I really like Joaquin Phoenix. In this movie he is a sad hipster going through a divorce, who falls in love with his artificially intelligent operating system. He plays the part of a depressed hipster loser very well, so props to him for that. 
Thinking that this will be a score for me, a sci-fi fan and my wife, a romance fan, I picked this movie for us to watch. What I didn't expect was for the movie to fail so badly at doing both genres. Being the nice guy that I am, I watch the occasional romance movie with my wife, and some of them are pretty good. The Vow was a sad movie with hipsters bohemians that I really liked. The Rebound was a romantic comedy I couldn't help liking. 

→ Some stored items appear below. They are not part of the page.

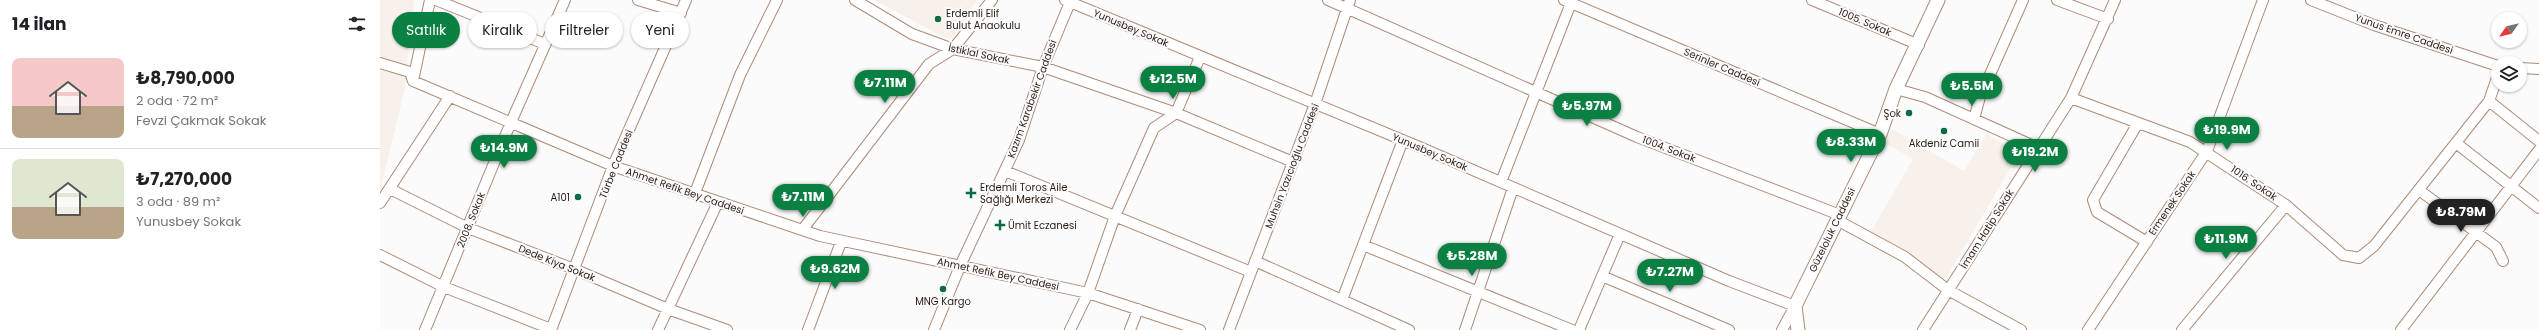 <!DOCTYPE html>
<html lang="tr">
<meta charset="utf-8">
<style>
:root{--surface:#fff;--page:#f6f6f6;--text:#202124;--muted:#757577;--line:#e0e0e0;--accent:#0b8043}
body{margin:0;font-family:Poppins,sans-serif;background:var(--page);color:var(--text);height:100vh;display:flex;flex-direction:column;font-size:15px;white-space:nowrap}
*{box-sizing:border-box;margin:0}
p{font-size:13px;color:var(--muted)}
.icon{flex:none;width:22px;height:22px;fill:none;stroke:currentColor;stroke-width:2;stroke-linecap:round;stroke-linejoin:round}
.map{position:relative;flex:1;overflow:hidden}
.panel{display:flex;flex-direction:column;background:var(--surface);width:380px}
.panel>*{flex:none}
.hud{position:absolute;left:12px;top:12px;width:380px;height:36px;display:flex;gap:8px}
.needle{width:26px;rotate:236deg}
.fabs{position:absolute;left:2111px;top:12px;display:grid;gap:8px}
.fabs a{display:grid;place-items:center;width:36px;height:36px;border-radius:50%;background:var(--surface);box-shadow:0 1px 3px #0004;font-size:20px}
.price{position:absolute;translate:-50% -34px;padding:0 9px;border-radius:14px;background:var(--accent);color:#fff;font-size:13px;line-height:26px;filter:drop-shadow(0 1px 2px #0008)}
.price::after{content:'';position:absolute;left:50%;top:24px;width:12px;height:9px;margin-left:-6px;background:inherit;clip-path:polygon(0 0,100% 0,50% 100%)}
.price.active{background:#222;color:#fff}
ul{padding:0;list-style:none}
li{display:flex;align-items:center;gap:12px;height:100px;padding:0 12px}
li+li{border-top:1px solid var(--line)}
li span{display:grid;place-items:center;flex:none;width:112px;height:80px;border-radius:8px;color:#555}
li>.icon{margin-inline-start:auto}
span .icon{width:48px;height:48px;fill:#fffc;stroke-width:1}
li b{font-size:17px}
h2{display:flex;justify-content:space-between;align-items:center;height:48px;padding:0 12px;font-size:17px}
.pill{padding:0 14px;border-radius:18px;background:var(--surface);box-shadow:0 1px 3px #0004;font-size:14px;line-height:36px}
.pill.active{background:var(--accent);color:#fff}
main{display:flex;flex:1;min-height:0}
.map>svg:first-child{display:block}
.built{fill:#f8f0ea}
.lines{fill:none;stroke-linecap:round;stroke-linejoin:round}
.minor-casing{stroke:#ac8b77;stroke-width:12}
.major-casing{stroke:#ac8b77;stroke-width:15}
.minor{stroke:#fff;stroke-width:10}
.major{stroke:#fff;stroke-width:13}
.poi-dot{fill:#0a6c41;stroke:#fbfbfb;stroke-width:1.5}
.labels{text-anchor:middle;dominant-baseline:central;stroke-width:4;stroke-linejoin:round;paint-order:stroke}
.poi-label{font-size:10px;fill:#291c14;stroke:#fbfbfb;text-anchor:start}
.street-label{font-size:10px;fill:#291c14;stroke:#fbfbfb}
</style>
<main>
<section class="panel">
<h2>14 ilan<svg class="icon" aria-label="filters" viewBox="0 0 24 24"><path d="M4 7h16M4 17h16"/><circle cx="9" cy="7" r="2"/><circle cx="15" cy="17" r="2"/></svg></h2>
<ul>
<li><span style="background:linear-gradient(#f6c9c9 60%,#b9a48a 0)"><svg class="icon" aria-label="home" viewBox="0 0 24 24"><path d="M3 11l9-7 9 7M6 9v11h12V9"/></svg></span><div><b>₺8,790,000</b><p>2 oda · 72 m²</p><p>Fevzi Çakmak Sokak</p></div></li>
<li><span style="background:linear-gradient(#dfe7d0 60%,#b9a48a 0)"><svg class="icon" aria-label="home" viewBox="0 0 24 24"><path d="M3 11l9-7 9 7M6 9v11h12V9"/></svg></span><div><b>₺7,270,000</b><p>3 oda · 89 m²</p><p>Yunusbey Sokak</p></div></li>
</ul>
</section>
<div class="map">
<svg width="2159" height="330" viewBox="0 0 2159 330">
<rect width="100%" height="100%" fill="#fbfbfb"/>
<path class="built" d="M0,0h34l-10,92 -24,99z
M494,0h103l-24,38 -6,1z
M1510,128l74,43 22,-37 33,19 -72,124 -8,2 -71,-42 45,-78 -31,-18z"/>
<g class="lines">
<g class="minor-casing">
<path id="minor" d="M56,0l109,44
M258,0l43,13
M475,0l57,34 41,15 90,18 133,46 117,49
M685,0l357,148 307,133 66,25 -13,24
M948,0l309,137 203,78
M1184,0l316,134
M1432,0l107,45
M1677,0l51,19
M1931,0l63,25 124,41
M0,63l30,9 3,9
M2140,68l19,1
M33,81l200,85 207,70 268,57 112,37
M33,81l17,-81
M1516,89l29,8 113,51
M1691,98l119,44 96,63 57,50 16,3 15,-12 115,-145 9,-26
M2109,101l50,40
M1594,119l6,-22 43,-97
M1758,123l-45,77 4,12 50,30
M2076,143l83,65
M625,171l246,101
M1121,182l70,-179
M10,189l78,39 106,41 94,40 59,21
M2039,190l77,57 7,14
M315,193l45,-118 37,-75
M0,203l70,-107
M1457,220l68,37 43,33 73,40
M423,229l126,-165 24,-15 39,-49
M983,245l209,85
M0,255l64,32 107,42
M875,261l154,69
M1222,276l127,54
M962,300l61,-160
M45,330l86,-208 54,-122
M171,330l62,-164 73,-166
M278,330l60,-128
M428,330l33,-88
M554,330l26,-64 59,-126 24,-73 28,-67
M690,330l18,-37 27,-77 39,-88 22,-15 24,-56
M750,330l8,-21
M849,330l86,-226 35,-104
M1085,330l48,-142
M1199,330l41,-96
M1543,330l148,-232 44,-98
M1708,330l119,-179 56,-151
M1802,330l104,-125
M2021,330l138,-180"/>
</g>
<g class="major-casing">
<path id="major" d="M1418,330l-3,-24 85,-172 16,-45 42,-89"/>
</g>
<use href="#minor" class="minor"/>
<use href="#major" class="major"/>
</g>
<g class="poi-dot">
<circle cx="558" cy="19" r="4"/>
<circle cx="1529" cy="113" r="4"/>
<circle cx="1564" cy="131" r="4"/>
<path d="M589 187h4v4h4v4h-4v4h-4v-4h-4v-4h4z"/>
<circle cx="198" cy="197" r="4"/>
<path d="M618 219h4v4h4v4h-4v4h-4v-4h-4v-4h4z"/>
<circle cx="563" cy="289" r="4"/>
</g>
<g class="labels">
<g class="poi-label">
<text x="566" y="13">Erdemli Elif<tspan x="566" dy="12">Bulut Anaokulu</tspan></text>
<text x="1521" y="113" text-anchor="end">Şok</text>
<text x="1564" y="143" text-anchor="middle">Akdeniz Camii</text>
<text x="600" y="187">Erdemli Toros Aile<tspan x="600" dy="12">Sağlığı Merkezi</tspan></text>
<text x="190" y="197" text-anchor="end">A101</text>
<text x="628" y="225">Ümit Eczanesi</text>
<text x="563" y="301" text-anchor="middle">MNG Kargo</text>
</g>
<g class="street-label">
<text transform="translate(1485 22) rotate(23)">1005. Sokak</text>
<text transform="translate(751 28) rotate(23)">Yunusbey Sokak</text>
<text transform="translate(2024 34) rotate(19)">Yunus Emre Caddesi</text>
<text transform="translate(599 54) rotate(12)">İstiklal Sokak</text>
<text transform="translate(1342 67) rotate(23)">Serinler Caddesi</text>
<text transform="translate(652 99) rotate(-70)">Kazım Karabekir Caddesi</text>
<text transform="translate(1289 149) rotate(21)">1004. Sokak</text>
<text transform="translate(1050 152) rotate(23)">Yunusbey Sokak</text>
<text transform="translate(236 164) rotate(-68)">Türbe Caddesi</text>
<text transform="translate(912 166) rotate(-69)">Muhsin Yazıcıoğlu Caddesi</text>
<text transform="translate(1874 183) rotate(34)">1016. Sokak</text>
<text transform="translate(305 191) rotate(19)">Ahmet Refik Bey Caddesi</text>
<text transform="translate(1792 203) rotate(-56)">Ermenek Sokak</text>
<text transform="translate(91 220) rotate(-68)">2008. Sokak</text>
<text transform="translate(1607 229) rotate(-58)">İmam Hatip Sokak</text>
<text transform="translate(1452 230) rotate(-64)">Güzeloluk Caddesi</text>
<text transform="translate(177 263) rotate(22)">Dede Kiya Sokak</text>
<text transform="translate(618 274) rotate(12)">Ahmet Refik Bey Caddesi</text>
</g>
</g>
</svg>
<div class="fabs">
<a><svg class="needle" viewBox="-14 -14 28 28"><path d="M0-13l5 13h-10z" fill="#e53935"/><path d="M0 13l5-13h-10z" fill="#757577"/></svg></a>
<a><svg class="icon" aria-label="layers" viewBox="0 0 24 24"><path d="M12 4l9 5-9 5-9-5zM3 14l9 5 9-5"/></svg></a>
</div>
<b class="price" style="left:793px;top:100px">₺12.5M</b>
<b class="price" style="left:505px;top:104px">₺7.11M</b>
<b class="price" style="left:1592px;top:107px">₺5.5M</b>
<b class="price" style="left:1207px;top:127px">₺5.97M</b>
<b class="price" style="left:1847px;top:151px">₺19.9M</b>
<b class="price" style="left:1471px;top:163px">₺8.33M</b>
<b class="price" style="left:124px;top:169px">₺14.9M</b>
<b class="price" style="left:1655px;top:173px">₺19.2M</b>
<b class="price" style="left:423px;top:218px">₺7.11M</b>
<b class="price active" style="left:2081px;top:233px">₺8.79M</b>
<b class="price" style="left:1846px;top:260px">₺11.9M</b>
<b class="price" style="left:1092px;top:277px">₺5.28M</b>
<b class="price" style="left:455px;top:290px">₺9.62M</b>
<b class="price" style="left:1290px;top:293px">₺7.27M</b>
<div class="hud">
<a class="pill active">Satılık</a>
<a class="pill">Kiralık</a>
<a class="pill">Filtreler</a>
<a class="pill">Yeni</a>
</div>
</div>
</main>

One thing that makes a romance succeed is if the characters have actual personalities. The sad panda protagonist seems to have a personality that makes us want to commit suicide on his behalf, and the OS he falls in love with, Samantha, is just too perfect in every way. The first thing this hyper intelligent AI wants to do when it is switched on is have a relationship with its owner. Pretty weird. Even weirder is that it never really shows how they fall in love. In the world of romance this is a big no no. The moment the couple falls in love is integral in the story. Way to screw that up Jonze. I guess expecting more from the writer of Jackass was a wrong thing to do. 

On to the sci-fi bit. The sci-fi in this movie is so utterly pathetic it made me want to cry. It is a fact that the occulus rift exists today. It is quite a wonder that the only solution that the lovers have to meet (and this was the hyper intelligent AI's idea) was to get some random chick off the internet to pretend to be her. You would think that by the time we can build AI capable of naming themselves we would be able to simulate touch in a virtual environment or at least be able to make a passable fembot. The movie pretends that robotics and virtual reality never existed to create an alternate hipster future where you are stuck with an even smaller screen in your awkward hipster shirt pocket where people are constantly mumbling to their computers on the bus. In fact the whole thing views like a hipster iPhone wank fantasy based on the Siri character. Besides falling in love, the only thing this AI seems to be able to do is send and sort e-mails, make tea and transcend known physics to leave you without an operating system on your computer. And we thought Windows was awful!

The movie in general is so full of the ideal hipster world, which should rightly be called a hellish dystopia of mid 20th century style mixed with people who seem depressed and bored with their lives, divorcing each other because of where you should put your shoes when you come into the house. I know where I want to put my shoe: right up Jonze's ass for writing such a shitty screenplay and torturing me with hipster dystopia for 122 minutes. 

Towards the end, and in no way am I ruining this movie for you, the AI suddenly decides to bugger off with its friends leaving our depressed meatbag alone. He and his recently divorced friend go up onto a rooftop, and a glimmer of hope twinkled in my eye when I thought that they would commit suicide because their operating systems left them. Unfortunately it just ends there. You don't end a romance movie with an unresolved question like "do the hipster losers hook up" and given that you have molested sci-fi and romance, the least you could do is offer a consolation prize of a kiss between the hipster losers. But nay. It just ends like that. 

The movie is a desperate attempt to offer social commentary and to be deep, but it even fails at that. There is no moral of the story, and there is no resolution to the protagonist's dilemma of being a lonely hipster with poor fashion sense.